South Sudan’s oil minister said he denounced the unilateral acts, and describing the diversion of its crude oil without its consent as nothing less than” theft”. Dau said that preventing loaded ships from leaving Port Sudan was “unlawful” constituting a clear violation of “international laws” and “norms”.

He said Sudan would take responsibility for all penalties and damages resulting from the “theft” and delays in the shipping schedules.

South Sudan is considering building a pipeline to Kenya to bypass having to use north Sudan’s infrastructure but this is years away from being achieved. In the six months since South Sudan became independent in July 2011 the two countries have failed to reach agreement on oil, assets, debt, citizenship and how to demarcate the poorly defined tense new international border.

The two countries are due to resume bilateral talks this month. The Sudanese president Omer Hassan al-Bashir on 4 January that South Sudan was not negotiating in good faith and accused Juba of not paying fees to use it facilities.

Most of the oil fields lie near the border. South has claimed Khartoum is arming South Sudanese rebel groups in order to destabilise the new country and retake control of Unity State’s oil fields.

Khartoum denies this and counters that Juba aids rebels in its territory. South Sudan also denies this and has accused Sudan’s Armed Forces of bombing South Sudanese territory in recent months.

Macar Aciek Ader, an undersecretary at South Sudan’s oil ministry told the press briefing in Juba the world’s newest country would incur “huge economic” damage if Khartoum continued its stance. South Sudan is one of the poorest regions in the world, with oil accounting for around 98% of the government’s annual budget.

“I really do not know what would happen if Khartoum continues to behave like this. I do not know how much loss it would be, but I think our country would incur huge economic impact”, Ader said.

Minister Dau warned that countries or companies who purchase oil from Khartoum that was “stolen from South Sudan” would face legal action.

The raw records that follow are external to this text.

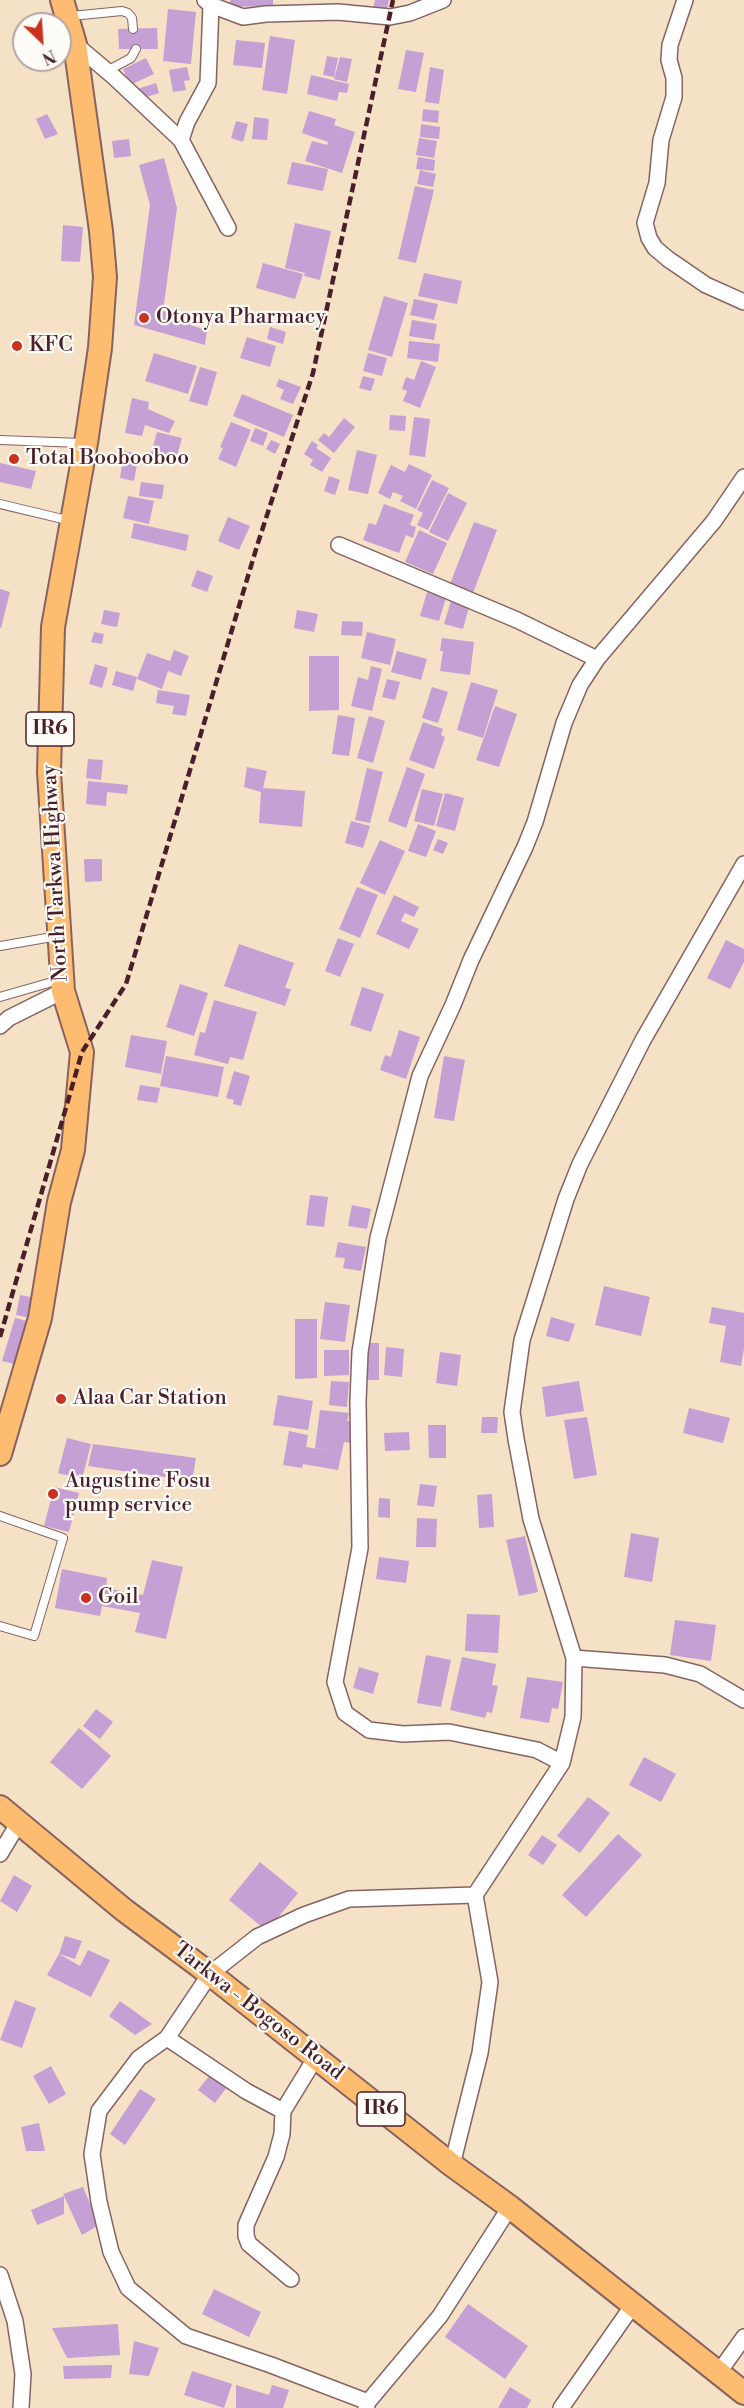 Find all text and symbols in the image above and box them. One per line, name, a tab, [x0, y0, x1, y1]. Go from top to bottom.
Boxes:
north arrow	[12, 12, 72, 72]
text: N	[39, 45, 59, 68]
place label: Otonya Pharmacy	[156, 305, 326, 331]
marker: Otonya Pharmacy	[137, 311, 151, 325]
place label: KFC	[29, 333, 73, 359]
marker: KFC	[10, 339, 24, 353]
place label: Total Boobooboo	[26, 446, 189, 472]
marker: Total Boobooboo	[7, 452, 21, 466]
road number: IR6	[26, 712, 74, 746]
street label: North Tarkwa Highway	[38, 764, 74, 982]
place label: Alaa Car Station	[73, 1386, 227, 1412]
marker: Alaa Car Station	[54, 1392, 68, 1406]
place label: Augustine Fosu pump service	[65, 1469, 211, 1519]
marker: Augustine Fosu pump service	[46, 1487, 60, 1501]
place label: Goil	[98, 1585, 138, 1611]
marker: Goil	[79, 1591, 93, 1605]
street label: Tarkwa - Bogoso Road	[168, 1938, 348, 2086]
road number: IR6	[357, 2092, 405, 2126]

“The Government of Sudan and all those that benefit from such illegal acquisitions will find no refuge from South Sudan’s legal authorities and will enjoy no future business with the Government of South Sudan,” the minister warned.

He denied reports alleging that his country was not paying Khartoum charges for using its oil infrastructure including transport and processing fees.

“It is disappointing to mention that Khartoum continues to deny that South Sudan pays charges for the use of its infrastructures. South Sudan is already being charged and is paying pipeline operators significant fees to produce and transport it[s] oil through Sudan but Khartoum remains spreading lies that South Sudan is not paying for the use of its infrastructure”, the minister said.

Barnaba Marial Benjamin, South Sudan’s minister of information, at the same briefing warned Khartoum to treat the world’s newest nation like an independent state with its own territorial sovereignty and resources. He repeated the allegation that north Sudan’s army intended to invade his country because of oil, however, he said that South Sudan’s military (SPLA) would not let this happen.

“Khartoum thinks that it can invade South Sudan like what Iraq did to Kuwait in 1990. Don’t we know what happened to Iraq? Where is Saddam Hussein now”, minister Marial said.

Marial argued the fact that his country was willing to offer financial assistance of 2.6 billion cash and to write off 2.8 billion of debts and arrears, he said Khartoum owes the people of South Sudan, should be seen as an indication of a country willing to forge better relations with her neighbour.